Q2: Which states have the highest rates of adherence? Which states have the highest percentage of evangelicals?
Do states with a higher rate religious adherence have lower or higher rates of crime?
One of the best ways to examine this association is to use a scatterplot.
ggplot(data = SE, aes(x = adherents, y = crime_violent)) +
geom_point()
Each dot is a state. The x-axis is the percentage of adherents while the y-axis is the number of violent crimes per 100,000. Sometimes with just the scattplot, it can be difficult to discern if there is a pattern. Let’s add a linear regression line.
ggplot(data = SE, aes(x = adherents, y = crime_violent)) +
geom_point() + geom_smooth(method ='lm')
## `geom_smooth()` using formula 'y ~ x'
It looks like there is a slightly positive association between religious adherence and violent crime - in other words as adherence increases, so does violent crime. Let’s format the figure.
ggplot(data = SE, aes(x = adherents, y = crime_violent)) +
geom_point() + geom_smooth(method ='lm') +
ggtitle("Religiosity and Violent Crime") +
xlab("Pct Religious Adherent") +
ylab("Violent Crimes per 100,000")
## `geom_smooth()` using formula 'y ~ x'
We can also estimate the linear regression to see how “strong” the association is between adherents and violent crime.
result.1<-lm(crime_violent ~ adherents, data = SE)
summary(result.1)
##
## Call:
## lm(formula = crime_violent ~ adherents, data = SE)
##
## Residuals:
## Min 1Q Median 3Q Max
## -246.88 -142.90 -29.97 77.71 611.82
##
## Coefficients:
## Estimate Std.

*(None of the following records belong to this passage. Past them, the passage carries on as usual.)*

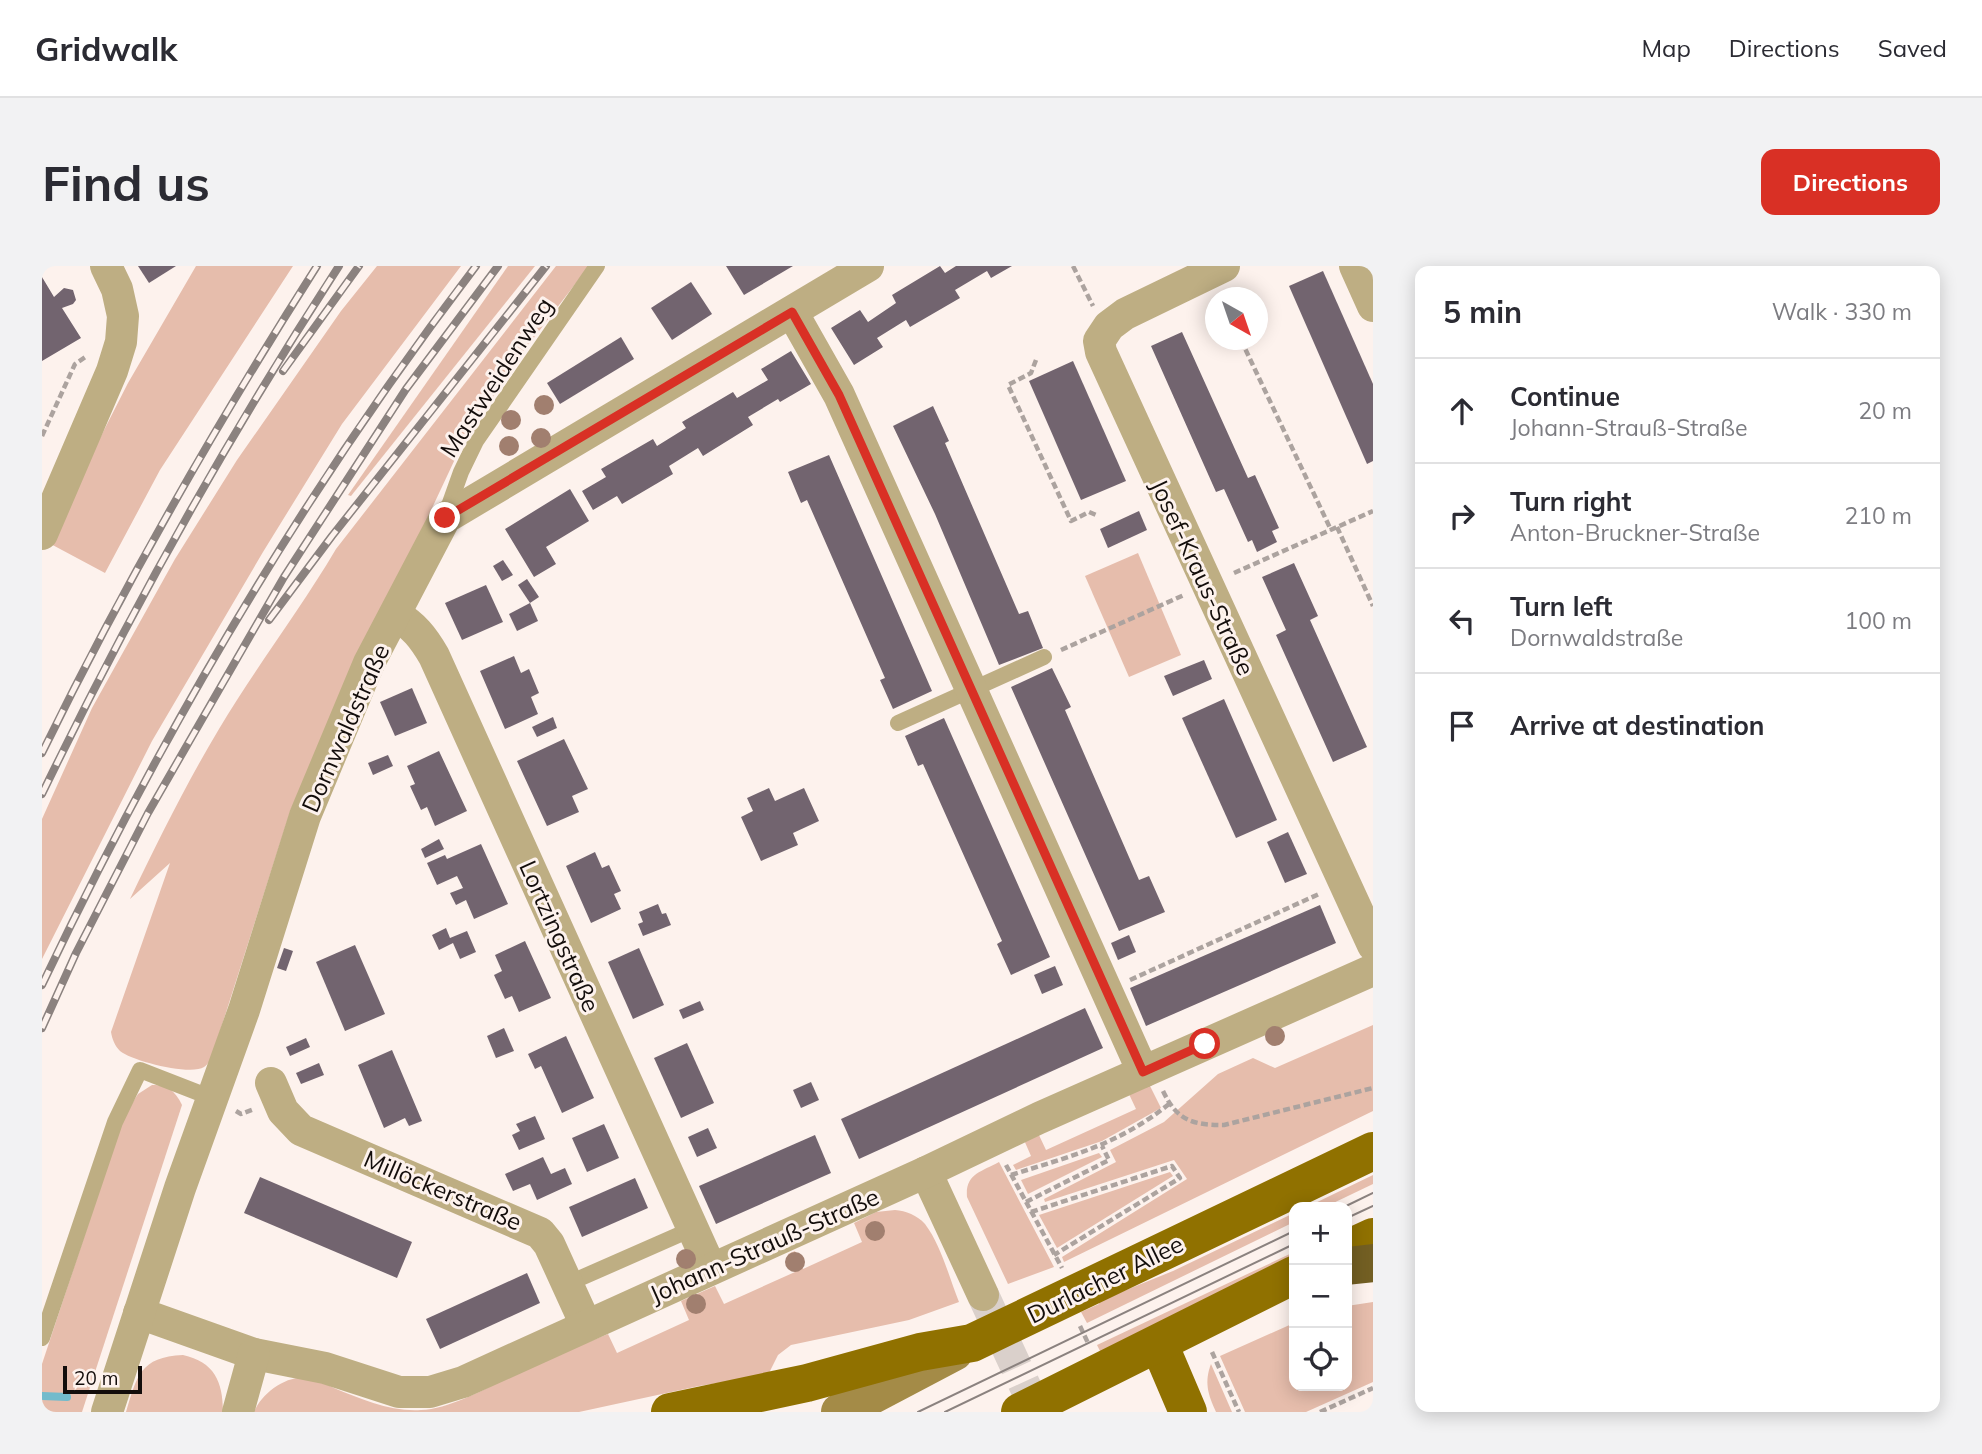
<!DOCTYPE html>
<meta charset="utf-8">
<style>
body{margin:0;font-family:Mulish,sans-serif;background:#f2f2f3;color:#2b2b33}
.controls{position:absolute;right:21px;bottom:21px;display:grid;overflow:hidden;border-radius:14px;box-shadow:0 4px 18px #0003}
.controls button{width:63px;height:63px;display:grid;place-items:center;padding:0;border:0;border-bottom:2px solid #e1e1e2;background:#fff;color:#2b2b33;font:35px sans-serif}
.compass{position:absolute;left:1163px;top:21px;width:63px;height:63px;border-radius:50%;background:#fff;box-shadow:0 4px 18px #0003;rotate:140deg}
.scale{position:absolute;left:21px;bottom:18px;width:79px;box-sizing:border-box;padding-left:7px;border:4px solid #130d0b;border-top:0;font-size:19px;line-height:24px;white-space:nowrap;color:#130d0b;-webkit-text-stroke:5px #fdf2ed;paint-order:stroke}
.stop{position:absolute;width:21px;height:21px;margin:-16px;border:5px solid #d93025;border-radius:50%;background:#fff}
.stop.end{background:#d93025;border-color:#fff;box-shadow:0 2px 7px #0008}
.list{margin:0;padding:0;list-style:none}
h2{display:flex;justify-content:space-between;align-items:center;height:91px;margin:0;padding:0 28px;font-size:30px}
h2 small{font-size:23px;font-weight:400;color:#7c7c81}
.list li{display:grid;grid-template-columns:46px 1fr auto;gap:21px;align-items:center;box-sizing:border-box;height:105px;padding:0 28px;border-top:2px solid #e1e1e2}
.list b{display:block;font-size:26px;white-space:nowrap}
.list p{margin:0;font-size:23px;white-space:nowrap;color:#7c7c81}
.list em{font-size:23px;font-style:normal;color:#7c7c81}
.icon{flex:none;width:38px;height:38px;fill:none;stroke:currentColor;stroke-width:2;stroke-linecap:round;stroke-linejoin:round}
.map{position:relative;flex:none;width:1331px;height:1146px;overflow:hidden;border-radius:14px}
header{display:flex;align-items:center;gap:42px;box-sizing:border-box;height:98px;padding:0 35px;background:#fff;border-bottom:2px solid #e1e1e2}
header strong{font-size:33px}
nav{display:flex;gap:38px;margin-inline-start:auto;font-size:24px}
.intro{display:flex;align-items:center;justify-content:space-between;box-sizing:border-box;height:168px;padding:0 42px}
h1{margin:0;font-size:49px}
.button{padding:18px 32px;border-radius:14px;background:#d93025;color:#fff;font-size:24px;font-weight:700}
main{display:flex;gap:42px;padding:0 42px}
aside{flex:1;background:#fff;border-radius:14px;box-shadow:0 4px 18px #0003}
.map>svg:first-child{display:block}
</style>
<header>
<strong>Gridwalk</strong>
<nav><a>Map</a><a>Directions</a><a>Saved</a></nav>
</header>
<div class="intro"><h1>Find us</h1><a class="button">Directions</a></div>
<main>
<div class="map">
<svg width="1331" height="1146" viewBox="0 0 1331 1146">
<rect width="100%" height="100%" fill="#fdf2ed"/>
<g fill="#e6bdac">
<path d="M 154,0 L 251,0 L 118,204 L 63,307 L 5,276 L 86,117 Z"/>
<path d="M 335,0 L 419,0 L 300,158 L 221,286 L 110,475 L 0,693 L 0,553 L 50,442 L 133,293 L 195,194 L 299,45 Z"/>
<path d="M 466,0 L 493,0 L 309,230 L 306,229 Z"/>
<path d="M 514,0 L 547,0 L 481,86 L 421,176 L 249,543 L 171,787 C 169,792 167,798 162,801 C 149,810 90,795 78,785 C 73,780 70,773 69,766 L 128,597 L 88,633 C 116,575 144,518 177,463 C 214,401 258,344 294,283 Z"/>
<path d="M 1096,287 L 1139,389 L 1087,411 L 1043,310 Z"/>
<path d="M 1331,759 L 1331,845 L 1022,996 L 1020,991 L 1145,913 L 1132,894 L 1003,936 L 1002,933 L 1074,896 L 1068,884 L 1122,856 L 1176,808 L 1211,792 L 1233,802 Z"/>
<path d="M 110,819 C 126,819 133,825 140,839 L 40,1146 L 0,1146 L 0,1098 L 82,850 L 96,828 Z"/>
<path d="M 1103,820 L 1108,820 L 1119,842 L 1060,875 L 974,904 L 971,899 L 989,890 L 982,874 L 996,867 L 1004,884 L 1094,843 L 1086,826 Z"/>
<path d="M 1057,887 L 1060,891 L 986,928 L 979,914 Z"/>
<path d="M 957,896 L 1012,1001 L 966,1018 L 925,931 C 923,908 939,906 957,896 Z"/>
<path d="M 1128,906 L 1131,910 L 1015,982 L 997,949 Z"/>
<path d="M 1331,909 L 1331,918 L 1283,941 L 1265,941 Z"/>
<path d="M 853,944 C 864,945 875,949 883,958 C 899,979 907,1011 917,1036 L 867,1054 L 749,1079 L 736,1089 L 726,1109 L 657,1120 L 537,1146 L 212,1146 C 221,1125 248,1106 272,1113 C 279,1115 285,1119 292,1122 C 319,1133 349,1146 379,1144 C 417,1142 466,1109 502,1094 C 523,1085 545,1077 566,1068 L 575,1087 L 647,1054 L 639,1035 L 673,1020 L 682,1038 L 753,1006 L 746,988 L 753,985 L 761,1003 L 820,976 L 812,957 L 834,946 Z"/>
<path d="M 1252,947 L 1252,956 L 1045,1057 L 1039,1046 L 1057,1038 L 1057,1035 L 1131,1005 Z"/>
<path d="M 1252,986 L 1252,995 L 1061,1091 L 1055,1079 Z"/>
<path d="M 1331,1036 L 1331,1116 L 1264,1146 L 1203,1146 L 1178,1090 L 1252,1057 L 1252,1120 L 1305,1120 L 1305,1040 Z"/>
<path d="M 141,1089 C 172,1096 181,1115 181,1146 L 84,1146 C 95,1110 98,1091 141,1089 Z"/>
<path d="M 1169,1098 L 1190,1146 L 1174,1146 C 1166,1129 1162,1116 1169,1098 Z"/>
</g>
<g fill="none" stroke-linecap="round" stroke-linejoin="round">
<path stroke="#72bbcc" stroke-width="8" d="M 0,1130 L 25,1131"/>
</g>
<g fill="#72646f">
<path d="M 96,0 L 134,0 L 107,17 Z"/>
<path d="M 684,0 L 751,0 L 702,29 Z"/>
<path d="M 898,0 L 903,7 L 914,0 L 970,0 L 949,12 L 945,5 L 913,24 L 918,32 L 868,61 L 864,54 L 835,72 L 841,81 L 812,99 L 789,62 L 818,44 L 826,56 L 854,37 L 850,29 Z"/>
<path d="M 1281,5 L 1331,118 L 1331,195 L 1325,198 L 1247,20 Z"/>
<path d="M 0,11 L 12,31 L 22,22 L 31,24 L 34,34 L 31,38 L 20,42 L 39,72 L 0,95 Z"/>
<path d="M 649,16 L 670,48 L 630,74 L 609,42 Z"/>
<path d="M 1140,66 L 1206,212 L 1213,209 L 1237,262 L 1230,265 L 1235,276 L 1215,286 L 1210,274 L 1206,276 L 1182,223 L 1174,226 L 1109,80 Z"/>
<path d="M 579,71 L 592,93 L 518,138 L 505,117 Z"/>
<path d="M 749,85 L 769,118 L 738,136 L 736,133 L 706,151 L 711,159 L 661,190 L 656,182 L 627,200 L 631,208 L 580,238 L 575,230 L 551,244 L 540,225 L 564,211 L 559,203 L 611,173 L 615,180 L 644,162 L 640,156 L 691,126 L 695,132 L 726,114 L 719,103 Z"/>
<path d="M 1031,95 L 1084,215 L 1039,234 L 987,115 Z"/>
<path d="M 891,140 L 907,175 L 903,177 L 977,348 L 986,345 L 1001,382 L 957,399 L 893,248 L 851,160 Z"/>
<path d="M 787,189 L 890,425 L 851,443 L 838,414 L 843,412 L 765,234 L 759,237 L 746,206 Z"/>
<path d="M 528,223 L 547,255 L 504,281 L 514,298 L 492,311 L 463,263 Z"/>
<path d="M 1097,245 L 1105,264 L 1066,282 L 1058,263 Z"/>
<path d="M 461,294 L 471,309 L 460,315 L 451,300 Z"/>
<path d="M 1252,297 L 1276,350 L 1268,354 L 1325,481 L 1291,496 L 1234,369 L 1244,364 L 1220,311 Z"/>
<path d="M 485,313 L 497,331 L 488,337 L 476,319 Z"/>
<path d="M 444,319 L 461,356 L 420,374 L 403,337 Z"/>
<path d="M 488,337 L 496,355 L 475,365 L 467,348 Z"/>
<path d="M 472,390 L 479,407 L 487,403 L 497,427 L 489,431 L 496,448 L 463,463 L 438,405 Z"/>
<path d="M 1162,394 L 1170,413 L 1131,430 L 1122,410 Z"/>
<path d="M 1010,402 L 1029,441 L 1023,444 L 1097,614 L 1107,610 L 1123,646 L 1077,665 L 969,421 Z"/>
<path d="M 370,422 L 385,457 L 353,470 L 338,436 Z"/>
<path d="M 1182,433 L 1235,554 L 1194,572 L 1140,452 Z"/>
<path d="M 511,451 L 515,462 L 495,471 L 490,461 Z"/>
<path d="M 902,452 L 1008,691 L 969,709 L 955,678 L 960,675 L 881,498 L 876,500 L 863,470 Z"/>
<path d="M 522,473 L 546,523 L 530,530 L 537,546 L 505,560 L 475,495 Z"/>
<path d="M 397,485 L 425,545 L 393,560 L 385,541 L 379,544 L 368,520 L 373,518 L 365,500 Z"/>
<path d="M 346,489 L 351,500 L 331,509 L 326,497 Z"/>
<path d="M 727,522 L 733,535 L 762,522 L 777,555 L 751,567 L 756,579 L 719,595 L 699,551 L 711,545 L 705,532 Z"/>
<path d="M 1246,566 L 1265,608 L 1243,617 L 1225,576 Z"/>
<path d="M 397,573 L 402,583 L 383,592 L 379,583 Z"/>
<path d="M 439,578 L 466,638 L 432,653 L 424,634 L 414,639 L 408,627 L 421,622 L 415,610 L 395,619 L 385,597 L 403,589 L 405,593 Z"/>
<path d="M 553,586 L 560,602 L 567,599 L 579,625 L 572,628 L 579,643 L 549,657 L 524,600 Z"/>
<path d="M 616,638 L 620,648 L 624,647 L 629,659 L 601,670 L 596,658 L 601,656 L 597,646 Z"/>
<path d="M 1278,639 L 1294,677 L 1104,760 L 1088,722 Z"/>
<path d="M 404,662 L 408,672 L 425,665 L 434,686 L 418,693 L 411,677 L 397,684 L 390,669 Z"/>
<path d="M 1087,669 L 1094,686 L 1076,694 L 1069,677 Z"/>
<path d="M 483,675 L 509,732 L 477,746 L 470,730 L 463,733 L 452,709 L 460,705 L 453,689 Z"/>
<path d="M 313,679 L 343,748 L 303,765 L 274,696 Z"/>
<path d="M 242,682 L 251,685 L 244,705 L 235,702 Z"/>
<path d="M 597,682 L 622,739 L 591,753 L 566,696 Z"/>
<path d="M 1013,700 L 1021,719 L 1000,728 L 992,709 Z"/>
<path d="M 658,735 L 662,744 L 641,753 L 637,744 Z"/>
<path d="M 1043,742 L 1061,782 L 817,893 L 799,853 Z"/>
<path d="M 462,762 L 472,785 L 454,792 L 445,770 Z"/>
<path d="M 524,770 L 552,832 L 520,847 L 499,800 L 493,803 L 486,788 Z"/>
<path d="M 264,772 L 268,781 L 248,790 L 244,781 Z"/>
<path d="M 645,777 L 672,837 L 639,852 L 612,792 Z"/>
<path d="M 350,784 L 380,855 L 367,860 L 363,852 L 342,862 L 316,799 Z"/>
<path d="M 277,797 L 282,809 L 259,818 L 254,807 Z"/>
<path d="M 769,816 L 777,834 L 759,842 L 751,824 Z"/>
<path d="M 493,850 L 503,873 L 477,884 L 470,869 L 478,865 L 474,858 Z"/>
<path d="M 562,858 L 577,892 L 545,906 L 530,872 Z"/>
<path d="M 666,862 L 675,882 L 655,891 L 646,871 Z"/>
<path d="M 773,869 L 789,907 L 674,958 L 657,920 Z"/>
<path d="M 501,891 L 509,908 L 523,902 L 530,918 L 495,934 L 488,918 L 471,925 L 463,908 Z"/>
<path d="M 218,911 L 370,976 L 355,1012 L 202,947 Z"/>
<path d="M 593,912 L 606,942 L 540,971 L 527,941 Z"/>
<path d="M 485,1007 L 498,1037 L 398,1083 L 384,1053 Z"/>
</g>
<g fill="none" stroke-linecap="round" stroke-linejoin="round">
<path stroke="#dad0cb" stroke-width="32" stroke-dasharray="32 16" stroke-linecap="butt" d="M 941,1029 L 995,1146"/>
<g stroke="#aca39f" stroke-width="4.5" stroke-dasharray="7 3.5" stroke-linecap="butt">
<path d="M 1031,0 L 1051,40"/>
<path d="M 1199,74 L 1289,264"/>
<path d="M 994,94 L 989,107 L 966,119 L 1029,255 L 1047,246 L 1054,249"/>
<path d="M 0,170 L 33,98 L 45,90"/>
<path d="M 1295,261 L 1331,340"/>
<path d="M 1192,307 L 1331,245"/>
<path d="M 1019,384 L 1142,329"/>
<path d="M 1088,714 L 1277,628"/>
<path d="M 1121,825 C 1135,855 1151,859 1182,859 L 1331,822"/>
<path d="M 194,845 L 199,848 L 212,843"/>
<path d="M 964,899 L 1020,1002"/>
<path d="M 969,909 C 1029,890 1076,879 1127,838"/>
<path d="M 984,936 L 1067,894 L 1060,880"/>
<path d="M 989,946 L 1130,900 L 1138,912 L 1012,989"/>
<path d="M 1038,1060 L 1046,1077"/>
<path d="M 1170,1086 L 1197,1146"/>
<path d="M 1278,1146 L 1331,1122"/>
</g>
<g stroke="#beae83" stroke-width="16">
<path d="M 404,248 L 419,206 L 434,175 L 555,0"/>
<path d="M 856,457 L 1002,391"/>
<path d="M 525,1018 L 650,963"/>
<path d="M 0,1072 L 73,856 L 98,804 L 170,832"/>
</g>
<g stroke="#beae83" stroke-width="32">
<path d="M 1182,0 L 1083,48 L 1067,60 L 1057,75 L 1059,86 L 1331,679"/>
<path d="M 1313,0 L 1331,40"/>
<path d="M 750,46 L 797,129 L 1101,806"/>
<path d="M 0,268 L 70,105 L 79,76 L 81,50 L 75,23 L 64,0"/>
<path d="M 354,349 C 372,360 381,371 392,390 L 669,1003"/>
<path d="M 229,817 L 241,845 L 259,864 L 498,967 L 507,978 L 544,1059"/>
<path d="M 884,906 L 941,1029"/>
<path d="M 97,1047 L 212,1088 L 283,1102 L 357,1126 L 388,1126 L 421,1116 L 884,906 L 997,852 L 1331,704"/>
<path d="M 65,1146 L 138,922 L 202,744 L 263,550 L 327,397 L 403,252 L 826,0"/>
<path d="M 196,1146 L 212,1088"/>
</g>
<path stroke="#a48b47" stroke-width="38" d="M 798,1146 L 912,1086"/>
<g stroke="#907100" stroke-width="38">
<path d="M 1305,983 L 1331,971"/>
<path d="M 1117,1078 L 1146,1146"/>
<path d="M 628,1146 L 765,1117 L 878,1086 L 930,1077 L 1331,885"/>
<path d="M 978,1146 L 1252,1009"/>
</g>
<path stroke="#735f23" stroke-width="38" d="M 1305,1000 L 1331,997"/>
<g stroke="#8b827f" stroke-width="2">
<path d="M 1302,941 L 1331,927"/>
<path d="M 1305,952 L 1331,940"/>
<path d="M 876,1146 L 1252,965"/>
<path d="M 903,1146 L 1252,978"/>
</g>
<defs>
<g id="rail">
<path d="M 241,105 L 317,0"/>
<path d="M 227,354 L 290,270 L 504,0"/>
<path d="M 0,487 C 82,319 175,157 275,0"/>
<path d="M 0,528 C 88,346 187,169 297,0"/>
<path d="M 0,719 C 120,466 264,222 434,0"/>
<path d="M 0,762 L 34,687 L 106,547 L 242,311 L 364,123 L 456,0"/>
</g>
</defs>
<use href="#rail" stroke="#8b827f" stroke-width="8"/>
<use href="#rail" stroke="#fdf2ed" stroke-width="5" stroke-dasharray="16" stroke-linecap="butt"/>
</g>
<g fill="#a17f6f">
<circle cx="502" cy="139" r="10"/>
<circle cx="469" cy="154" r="10"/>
<circle cx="499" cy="172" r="10"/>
<circle cx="467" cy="180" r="10"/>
<circle cx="1233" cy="770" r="10"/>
<circle cx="833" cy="965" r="10"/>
<circle cx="644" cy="993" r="10"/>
<circle cx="753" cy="996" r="10"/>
<circle cx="654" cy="1038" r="10"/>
</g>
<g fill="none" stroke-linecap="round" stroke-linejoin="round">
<path stroke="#d93025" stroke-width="9" d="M 403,252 L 750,46 L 797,129 L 1101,806 L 1163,778"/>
</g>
<g text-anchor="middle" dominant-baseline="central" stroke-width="6" stroke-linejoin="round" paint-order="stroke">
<g font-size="24" fill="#130d0b" stroke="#fdf2ed">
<text transform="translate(454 111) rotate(-57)">Mastweidenweg</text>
<text transform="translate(1161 311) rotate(65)">Josef-Kraus-Straße</text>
<text transform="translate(303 462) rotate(-66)">Dornwaldstraße</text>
<text transform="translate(518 670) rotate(66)">Lortzingstraße</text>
<text transform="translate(401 924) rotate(23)">Millöckerstraße</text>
<text transform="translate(722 979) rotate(-24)">Johann-Strauß-Straße</text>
<text transform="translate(1063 1013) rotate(-26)">Durlacher Allee</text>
</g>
</g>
</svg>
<div class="controls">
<button>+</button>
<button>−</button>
<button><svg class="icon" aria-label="locate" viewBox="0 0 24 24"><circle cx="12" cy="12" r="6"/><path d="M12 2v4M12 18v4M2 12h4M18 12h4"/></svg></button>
</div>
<svg class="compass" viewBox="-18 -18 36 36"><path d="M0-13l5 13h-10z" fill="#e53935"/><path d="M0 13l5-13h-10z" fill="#7c7c81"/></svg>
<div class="scale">20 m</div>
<div class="stop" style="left:1163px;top:778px"></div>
<div class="stop end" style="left:403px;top:252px"></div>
</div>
<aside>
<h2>5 min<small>Walk · 330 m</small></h2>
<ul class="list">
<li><svg class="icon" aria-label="ahead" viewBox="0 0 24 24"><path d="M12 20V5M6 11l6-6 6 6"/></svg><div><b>Continue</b><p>Johann-Strauß-Straße</p></div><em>20 m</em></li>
<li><svg class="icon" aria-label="right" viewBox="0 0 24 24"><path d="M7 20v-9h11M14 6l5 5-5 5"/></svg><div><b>Turn right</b><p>Anton-Bruckner-Straße</p></div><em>210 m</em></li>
<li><svg class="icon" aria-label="left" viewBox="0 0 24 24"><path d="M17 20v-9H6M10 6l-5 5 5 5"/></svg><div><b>Turn left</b><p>Dornwaldstraße</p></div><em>100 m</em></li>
<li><svg class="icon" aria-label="arrive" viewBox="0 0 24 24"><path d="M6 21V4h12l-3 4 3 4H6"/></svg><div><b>Arrive at destination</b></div></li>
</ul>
</aside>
</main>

Error t value Pr(>|t|)
## (Intercept) 333.9191 123.4762 2.704 0.00938 **
## adherents 0.9089 2.4929 0.365 0.71698
## ---
## Signif. codes: 0 '***' 0.001 '**' 0.01 '*' 0.05 '.' 0.1 ' ' 1
##
## Residual standard error: 181.1 on 49 degrees of freedom
## Multiple R-squared: 0.002706, Adjusted R-squared: -0.01765
## F-statistic: 0.1329 on 1 and 49 DF, p-value: 0.717
We see that the slope of the regression line is .9089 and it is NOT statistically significant at the 5% level (P-value = .7169) and there are no stars (*) in the row. Given that it is not statistically significant, we infer that there is no evidence that greater adherence is associated with more or less violent crime.
Q3: Using both a scatter plot with a linear regression line AND a linear regression, is there any evidence that evangelical Christianity is associated with more or less property crime?
Q4: Based on your results for Q3, can we infer that Evangelical Christianity is causing a change in property crime? Why or why not?
Q5: Use the data methods above, is there evidence that religiosity is associated with higher income?
Q6: Based on the results for crime and income, should society be encouraging religious participation?